World's Largest Security Camera Network to Go Up in China

Beijing ChinaWant to know where the world's largest network of security cameras is? Well, pretty soon it will be in China. Yes, that's right, the country with the biggest population in the world will now have the biggest security camera network says a recent report from the Daily Mail.

According to the report, China will spend an estimated $4.18 billion on 500,000 security cameras in order to create the world's largest security camera network. This marks the largest "Big Brother" network of CCTV surveillance cameras in the entire world since the events of the September 11, 2001 attacks on the U.S.

The city of Chongqing in China has been in charge of drawing up the plans for the network after an outbreak of religious groups began clashing in July of 2009. The cameras will be set up and installed in 2012 with the goals of reducing crime and enhancing rescue operations as well as emergency controls.

According to the Daily Mail, Police Chief of Chongqing Wang Zhijun said that the system would be the world's largest security network since the attacks on the United States in September of 2001. This camera system is poised to completely dwarf the current 40,000 camera system currently set up in China's Xinjiang region.

The entirety of the network will be managed by a single network that will allow authorities as well as emergency services in the area of over 30 million people to share the video feeds.

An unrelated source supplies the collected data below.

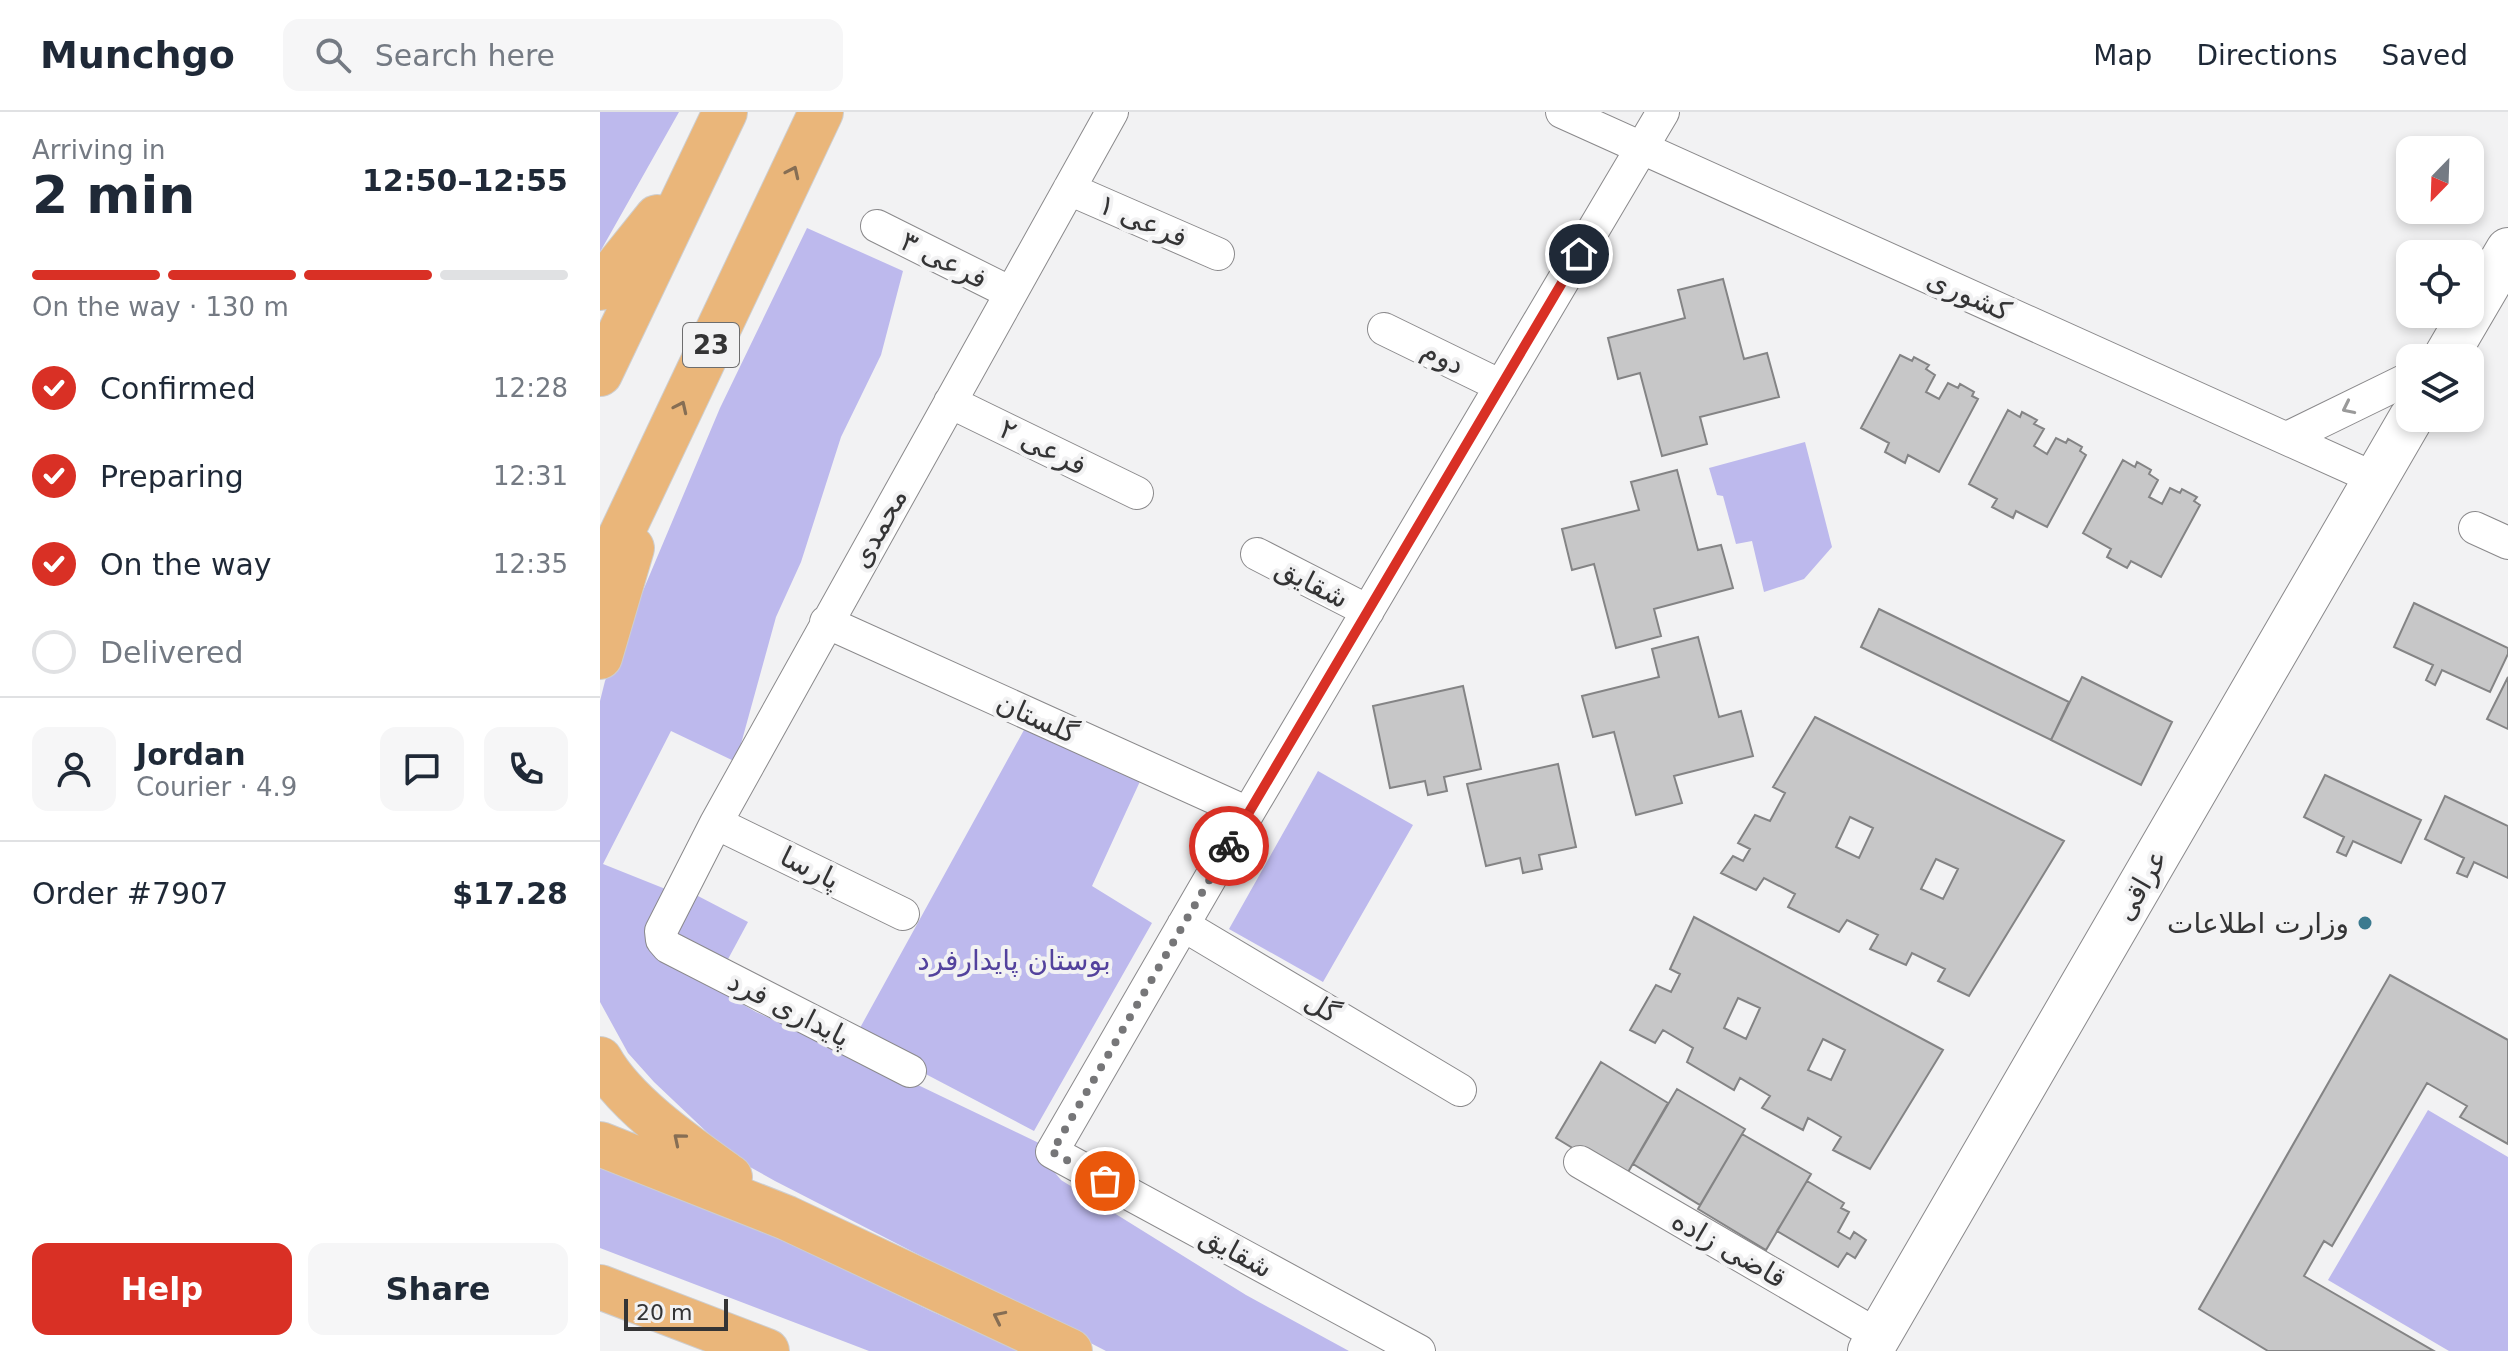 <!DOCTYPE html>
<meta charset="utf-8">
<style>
:root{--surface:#fff;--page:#f6f6f7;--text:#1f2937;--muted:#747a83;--line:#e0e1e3;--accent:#d93025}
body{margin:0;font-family:"DejaVu Sans","Noto Naskh Arabic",sans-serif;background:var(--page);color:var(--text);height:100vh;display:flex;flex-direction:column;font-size:30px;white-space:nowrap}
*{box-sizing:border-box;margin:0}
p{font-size:26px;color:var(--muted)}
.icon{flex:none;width:44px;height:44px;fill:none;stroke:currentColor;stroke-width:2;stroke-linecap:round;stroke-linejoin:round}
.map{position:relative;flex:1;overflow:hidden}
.details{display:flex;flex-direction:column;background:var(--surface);width:600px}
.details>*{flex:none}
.needle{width:52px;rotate:203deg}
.buttons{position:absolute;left:1796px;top:24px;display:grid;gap:16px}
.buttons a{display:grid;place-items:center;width:88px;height:88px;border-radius:16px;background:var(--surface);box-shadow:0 4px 12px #0003;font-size:40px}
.scale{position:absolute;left:24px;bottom:20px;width:104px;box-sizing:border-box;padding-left:8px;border:4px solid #343435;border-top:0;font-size:22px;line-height:28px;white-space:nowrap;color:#343435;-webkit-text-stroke:6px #f2f2f3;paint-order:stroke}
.pin{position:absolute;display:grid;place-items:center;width:68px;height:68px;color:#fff;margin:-34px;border:4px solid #fff;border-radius:50%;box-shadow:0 2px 8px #0007}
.courier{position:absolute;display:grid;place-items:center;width:80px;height:80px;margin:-40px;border:6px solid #d93025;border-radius:50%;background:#fff;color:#222;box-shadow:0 2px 10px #0007}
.overview em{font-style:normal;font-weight:700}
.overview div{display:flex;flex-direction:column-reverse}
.overview{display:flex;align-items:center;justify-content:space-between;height:136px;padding:0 32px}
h1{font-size:52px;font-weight:700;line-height:60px}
.bar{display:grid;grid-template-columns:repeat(4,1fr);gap:12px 8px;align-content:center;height:96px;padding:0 32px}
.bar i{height:10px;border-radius:6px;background:var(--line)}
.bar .current{background:var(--accent)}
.bar p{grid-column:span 4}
.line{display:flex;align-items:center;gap:20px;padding:0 32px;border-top:2px solid var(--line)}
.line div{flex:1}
.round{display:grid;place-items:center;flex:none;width:84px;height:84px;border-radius:16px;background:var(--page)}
ol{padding:0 32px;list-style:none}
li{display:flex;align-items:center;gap:24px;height:88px}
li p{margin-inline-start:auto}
li .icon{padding:8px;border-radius:50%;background:var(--accent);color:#fff;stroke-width:4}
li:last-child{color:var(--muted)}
li i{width:44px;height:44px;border:4px solid var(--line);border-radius:50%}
.action{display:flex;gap:16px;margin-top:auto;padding:16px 32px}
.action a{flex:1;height:92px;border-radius:16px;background:var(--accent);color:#fff;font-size:32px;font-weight:700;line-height:92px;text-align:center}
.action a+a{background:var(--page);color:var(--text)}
header{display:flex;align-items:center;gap:48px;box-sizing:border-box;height:112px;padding:0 40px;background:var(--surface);border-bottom:2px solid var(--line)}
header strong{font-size:38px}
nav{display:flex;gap:44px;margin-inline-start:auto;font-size:28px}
.search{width:560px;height:72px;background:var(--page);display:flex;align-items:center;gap:20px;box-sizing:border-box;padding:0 28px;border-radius:16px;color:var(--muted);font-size:30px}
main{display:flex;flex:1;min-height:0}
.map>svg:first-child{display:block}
.green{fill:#bdb9ed}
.building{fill:#c7c7c8;stroke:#848485;stroke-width:2;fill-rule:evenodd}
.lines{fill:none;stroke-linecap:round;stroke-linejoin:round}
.minor-casing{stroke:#8a898b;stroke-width:34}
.secondary-casing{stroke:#8a898b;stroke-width:46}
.trunk-casing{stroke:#cececf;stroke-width:46}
.minor{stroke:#fff;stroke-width:32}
.secondary{stroke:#fff;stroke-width:44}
.trunk{stroke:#eab67a;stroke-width:44}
.oneway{stroke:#866e54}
.oneway2{stroke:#9a9a9a}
.done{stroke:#767678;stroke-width:8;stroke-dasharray:0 14.4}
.route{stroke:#d93025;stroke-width:10}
.poi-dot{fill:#3b7a8f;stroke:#f2f2f3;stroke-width:3}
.labels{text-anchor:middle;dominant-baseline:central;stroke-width:8;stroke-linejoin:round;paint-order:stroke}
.shield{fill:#f2f2f3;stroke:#6d6d6e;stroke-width:2}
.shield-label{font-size:26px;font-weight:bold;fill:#343435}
.street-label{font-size:28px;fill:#343435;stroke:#f2f2f3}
.poi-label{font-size:28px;fill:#343435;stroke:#f2f2f3;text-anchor:end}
.park-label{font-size:28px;fill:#53429d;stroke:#f2f2f3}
</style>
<header>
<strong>Munchgo</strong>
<div class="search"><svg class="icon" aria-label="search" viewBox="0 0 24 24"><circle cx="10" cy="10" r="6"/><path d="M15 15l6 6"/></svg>Search here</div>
<nav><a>Map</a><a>Directions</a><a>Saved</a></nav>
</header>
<main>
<section class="details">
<div class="overview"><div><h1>2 min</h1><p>Arriving in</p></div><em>12:50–12:55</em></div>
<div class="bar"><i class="current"></i><i class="current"></i><i class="current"></i><i></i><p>On the way · 130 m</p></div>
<ol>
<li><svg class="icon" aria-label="check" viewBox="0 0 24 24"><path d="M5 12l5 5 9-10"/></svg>Confirmed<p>12:28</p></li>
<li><svg class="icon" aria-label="check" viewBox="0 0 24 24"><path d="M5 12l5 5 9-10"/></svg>Preparing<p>12:31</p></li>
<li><svg class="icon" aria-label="check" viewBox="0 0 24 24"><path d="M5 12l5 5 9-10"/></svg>On the way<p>12:35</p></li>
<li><i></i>Delivered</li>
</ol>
<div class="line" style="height:144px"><a class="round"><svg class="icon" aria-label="person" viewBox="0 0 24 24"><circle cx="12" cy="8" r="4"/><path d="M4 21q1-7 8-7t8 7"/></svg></a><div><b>Jordan</b><p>Courier · 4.9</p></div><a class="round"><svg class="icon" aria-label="chat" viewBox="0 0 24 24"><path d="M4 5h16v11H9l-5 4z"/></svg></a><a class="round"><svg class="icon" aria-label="phone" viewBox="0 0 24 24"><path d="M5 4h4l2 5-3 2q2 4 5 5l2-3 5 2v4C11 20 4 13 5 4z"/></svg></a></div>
<div class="line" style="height:104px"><div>Order #7907</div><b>$17.28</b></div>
<div class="action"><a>Help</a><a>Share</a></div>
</section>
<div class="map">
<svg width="1908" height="1239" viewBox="0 0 1908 1239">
<rect width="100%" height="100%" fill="#f2f2f3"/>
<path class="green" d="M 0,0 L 79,0 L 0,140 Z
M 207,116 L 303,159 L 281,243 L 241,325 L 201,450 L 176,505 L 136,650 L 71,619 L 3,752 L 68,778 L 73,771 L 148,810 L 113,875 L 156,900 L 295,962 L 443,1033 L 451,1056 L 461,1068 L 646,1183 L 749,1239 L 506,1239 L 175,1069 L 150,1055 L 112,1025 L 54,970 L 28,941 L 0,890 L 0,589 L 5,569 L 120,296 Z
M 1205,330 L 1232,435 L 1204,467 L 1164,480 L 1152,429 L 1136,432 L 1123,384 L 1117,383 L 1109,356 Z
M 430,607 L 542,665 L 492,774 L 552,811 L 434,1019 L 255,925 Z
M 718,659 L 813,713 L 723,870 L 629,817 Z
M 1828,998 L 1908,1045 L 1908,1239 L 1849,1239 L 1728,1168 Z
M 0,1039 L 331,1199 L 422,1239 L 269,1239 L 0,1136 Z"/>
<path class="building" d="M 1123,167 L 1144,247 L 1167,241 L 1179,285 L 1100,305 L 1107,332 L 1062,344 L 1040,261 L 1018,267 L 1008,226 L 1085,206 L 1078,178 Z
M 1300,243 L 1312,249 L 1314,245 L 1329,253 L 1326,257 L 1335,263 L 1326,280 L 1339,287 L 1348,271 L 1358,276 L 1360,272 L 1374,280 L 1372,284 L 1378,287 L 1339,360 L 1308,343 L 1305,351 L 1285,340 L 1289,331 L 1261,316 Z
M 1408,298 L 1420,305 L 1422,300 L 1437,308 L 1434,312 L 1444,317 L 1434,334 L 1447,342 L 1456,326 L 1466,331 L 1468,327 L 1482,335 L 1480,339 L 1486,343 L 1447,415 L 1416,399 L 1413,406 L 1392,395 L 1397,387 L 1369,372 Z
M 1523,348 L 1535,355 L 1537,350 L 1551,358 L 1549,362 L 1558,368 L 1549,385 L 1562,392 L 1570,376 L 1580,381 L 1582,377 L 1597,385 L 1594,389 L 1600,393 L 1561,465 L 1531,449 L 1527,456 L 1507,445 L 1511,437 L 1483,421 Z
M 1077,358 L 1098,438 L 1121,433 L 1133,476 L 1054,497 L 1061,524 L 1016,536 L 994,452 L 972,458 L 962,417 L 1039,398 L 1031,370 Z
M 1814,491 L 1908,536 L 1908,542 L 1890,580 L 1842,558 L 1835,573 L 1826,568 L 1833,553 L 1794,535 Z
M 1279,497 L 1469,590 L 1451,628 L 1261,535 Z
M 1098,525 L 1119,605 L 1141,599 L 1153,644 L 1074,664 L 1082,691 L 1036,703 L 1014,620 L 993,625 L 982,584 L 1059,565 L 1052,537 Z
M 1482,565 L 1572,610 L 1541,673 L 1451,628 Z
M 1908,565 L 1908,617 L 1887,607 Z
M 863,574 L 881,657 L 844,665 L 847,679 L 828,683 L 825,669 L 790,676 L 773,594 Z
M 1215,605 L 1464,729 L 1369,884 L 1338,869 L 1345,857 L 1312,841 L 1306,853 L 1270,837 L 1278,823 L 1247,808 L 1239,820 L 1188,795 L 1195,782 L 1164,766 L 1156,778 L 1121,761 L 1133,744 L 1143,749 L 1150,737 L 1138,731 L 1155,703 L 1170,709 L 1185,681 L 1173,675 ZM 1250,705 L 1273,716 L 1259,746 L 1236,735 ZM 1336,747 L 1358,757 L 1343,787 L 1321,777 Z
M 958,652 L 976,735 L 939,743 L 942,757 L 923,761 L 920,746 L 886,754 L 867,672 Z
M 1725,663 L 1821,708 L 1801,751 L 1753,729 L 1746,744 L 1737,740 L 1744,725 L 1704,705 Z
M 1845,684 L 1908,714 L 1908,766 L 1874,750 L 1867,765 L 1857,761 L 1864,746 L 1825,727 Z
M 1094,805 L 1343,938 L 1270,1057 L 1233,1038 L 1241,1025 L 1208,1006 L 1203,1018 L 1162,996 L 1170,984 L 1140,966 L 1134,978 L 1087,950 L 1093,936 L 1063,918 L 1055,931 L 1030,918 L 1056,873 L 1071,880 L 1080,862 L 1070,857 ZM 1138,886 L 1160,896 L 1146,927 L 1124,916 ZM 1223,927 L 1245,938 L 1231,968 L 1208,958 Z
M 1790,863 L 1908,928 L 1908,1032 L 1860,1005 L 1867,994 L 1827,971 L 1732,1134 L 1724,1129 L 1704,1164 L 1834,1239 L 1668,1239 L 1599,1197 Z
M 1001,950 L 1068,991 L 1024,1067 L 956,1026 Z
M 1077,977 L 1145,1017 L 1100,1093 L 1033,1052 Z
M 1142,1022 L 1211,1062 L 1166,1138 L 1098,1097 Z
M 1207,1069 L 1244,1091 L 1241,1096 L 1249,1100 L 1238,1120 L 1250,1127 L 1254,1120 L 1266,1128 L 1255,1146 L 1247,1141 L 1238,1155 L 1177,1119 Z"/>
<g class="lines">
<defs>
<path id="minor" d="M 962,0 L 1776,367
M 469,77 L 618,142
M 277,114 L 411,181
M 784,217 L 901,274
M 350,290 L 537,381
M 1687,326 L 1810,266
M 1875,416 L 1908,431
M 657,442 L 768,499
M 226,510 L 648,701
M 116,711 L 303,802
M 583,813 L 860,978
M 310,959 L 68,835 L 62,828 L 61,819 L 116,711 L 512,0
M 980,1050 L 1279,1224
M 819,1239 L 452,1040 L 648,701 L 1063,0"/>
<path id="secondary" d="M 1845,246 L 1908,138
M 1270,1239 L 1811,306"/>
<path id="trunk" d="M 0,176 L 57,105
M 0,262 L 125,0
M 0,467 L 221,0
M 0,545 L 32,436
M 0,947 C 25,992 88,1035 130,1065
M 0,1032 L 187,1106 L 470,1239
M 0,1175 L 167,1239"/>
</defs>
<use href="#minor" class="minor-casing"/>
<use href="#secondary" class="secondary-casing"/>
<use href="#trunk" class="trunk-casing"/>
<use href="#minor" class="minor"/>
<use href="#secondary" class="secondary"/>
<use href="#trunk" class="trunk"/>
</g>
<defs><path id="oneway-chevron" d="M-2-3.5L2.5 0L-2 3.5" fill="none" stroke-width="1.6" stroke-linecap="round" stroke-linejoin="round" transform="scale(2)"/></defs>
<g class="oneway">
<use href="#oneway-chevron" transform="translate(193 60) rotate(-65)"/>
<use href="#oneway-chevron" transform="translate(81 295) rotate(-65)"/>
<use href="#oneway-chevron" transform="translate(79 1027) rotate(-140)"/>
<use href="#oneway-chevron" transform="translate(399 1205) rotate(-154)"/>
</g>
<use class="oneway2" href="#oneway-chevron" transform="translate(1748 296) rotate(154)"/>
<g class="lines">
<path class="done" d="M 505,1069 L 452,1040 L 629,734"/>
<path class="route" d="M 629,734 L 979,142"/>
</g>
<circle class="poi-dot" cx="1765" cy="811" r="8"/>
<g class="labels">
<rect class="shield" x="83" y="211" width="56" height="44" rx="6"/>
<g class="shield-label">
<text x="111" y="233">23</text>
</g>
<g class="street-label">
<text transform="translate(543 109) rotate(23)">فرعی ۱</text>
<text transform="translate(344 148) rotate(27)">فرعی ۳</text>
<text transform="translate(1369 183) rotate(24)">کشوری</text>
<text transform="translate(843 245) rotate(26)">دوم</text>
<text transform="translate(443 335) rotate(26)">فرعی ۲</text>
<text transform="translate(279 416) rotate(-61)">محمدی</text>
<text transform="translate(712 471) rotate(27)">شقایق</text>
<text transform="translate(437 606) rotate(24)">گلستان</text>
<text transform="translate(210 756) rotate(26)">پارسا</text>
<text transform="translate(1541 773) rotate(-60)">عراقی</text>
<text transform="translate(722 895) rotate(31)">گل</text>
<text transform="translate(189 897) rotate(27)">پایداری فرد</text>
<text transform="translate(1129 1137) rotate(30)">قاضی زاده</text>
<text transform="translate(636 1140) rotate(28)">شقایق</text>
</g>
<g class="poi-label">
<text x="1749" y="811">وزارت اطلاعات</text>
</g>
<g class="park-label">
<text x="414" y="848">بوستان پایدارفرد</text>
</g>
</g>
</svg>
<div class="buttons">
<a><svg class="needle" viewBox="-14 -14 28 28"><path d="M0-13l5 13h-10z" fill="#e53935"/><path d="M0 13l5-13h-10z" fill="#747a83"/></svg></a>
<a><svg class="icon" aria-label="locate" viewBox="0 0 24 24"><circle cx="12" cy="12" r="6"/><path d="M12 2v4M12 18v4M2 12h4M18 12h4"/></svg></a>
<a><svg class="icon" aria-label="layers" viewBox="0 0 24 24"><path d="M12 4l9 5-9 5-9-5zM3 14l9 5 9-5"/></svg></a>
</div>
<div class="scale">20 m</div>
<div class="pin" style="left:505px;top:1069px;background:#ea580c"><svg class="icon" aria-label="bag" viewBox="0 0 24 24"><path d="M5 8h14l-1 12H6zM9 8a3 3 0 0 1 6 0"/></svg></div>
<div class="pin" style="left:979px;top:142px;background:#1f2937"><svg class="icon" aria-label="home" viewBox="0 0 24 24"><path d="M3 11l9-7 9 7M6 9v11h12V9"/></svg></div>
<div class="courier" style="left:629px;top:734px"><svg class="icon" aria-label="bike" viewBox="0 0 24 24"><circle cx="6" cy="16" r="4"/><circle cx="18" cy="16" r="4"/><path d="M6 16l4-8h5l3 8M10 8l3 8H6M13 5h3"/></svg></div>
</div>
</main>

Authorities in China are increasingly enlisting technology for security reasons which was widely seen during the 2008 Beijing Olympic Games. The government in China has expanded resources to police online activity and block anti-government postings as well as other politically sensitive material with a system known as the "Great Firewall of China".

Plans for the surveillance system surfaced after officials in the region announced plans to build 10 luxury inland river cruise ships large enough to accommodate landing pads for helicopters. So I guess when people say Big Brother is watching in China, they mean it literally.